··· Stored data

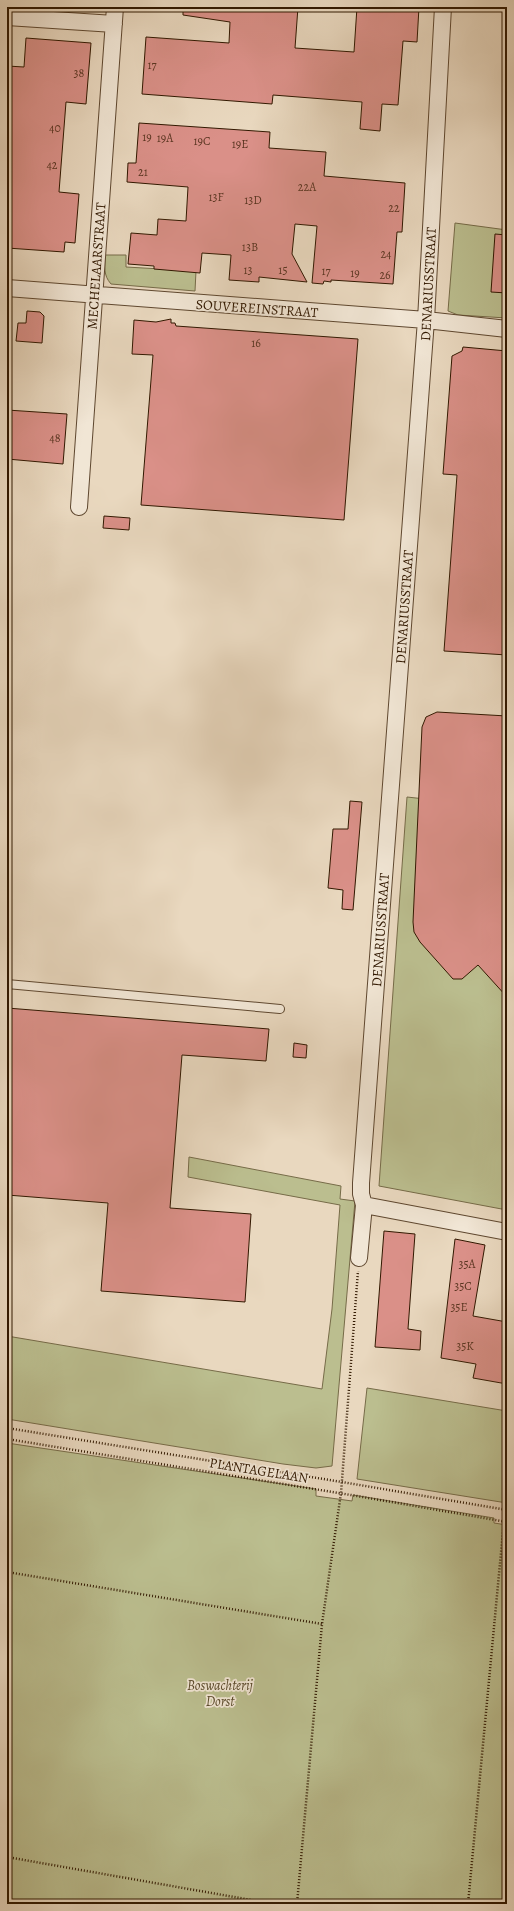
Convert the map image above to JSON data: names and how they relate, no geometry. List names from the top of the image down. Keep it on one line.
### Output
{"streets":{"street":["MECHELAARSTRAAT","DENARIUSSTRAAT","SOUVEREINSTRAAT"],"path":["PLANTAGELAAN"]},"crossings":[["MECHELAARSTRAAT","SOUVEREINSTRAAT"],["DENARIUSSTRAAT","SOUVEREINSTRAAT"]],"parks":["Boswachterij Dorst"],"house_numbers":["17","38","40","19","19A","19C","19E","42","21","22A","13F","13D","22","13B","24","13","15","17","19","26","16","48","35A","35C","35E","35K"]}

······

Could each line of the data be written out exactly, with no pictures included?

Convert the map image above to JSON data: names and how they relate, no geometry. List names from the top of the image down. Keep it on one line.
### Output
{"streets":{"street":["MECHELAARSTRAAT","DENARIUSSTRAAT","SOUVEREINSTRAAT"],"path":["PLANTAGELAAN"]},"crossings":[["MECHELAARSTRAAT","SOUVEREINSTRAAT"],["DENARIUSSTRAAT","SOUVEREINSTRAAT"]],"parks":["Boswachterij Dorst"],"house_numbers":["17","38","40","19","19A","19C","19E","42","21","22A","13F","13D","22","13B","24","13","15","17","19","26","16","48","35A","35C","35E","35K"]}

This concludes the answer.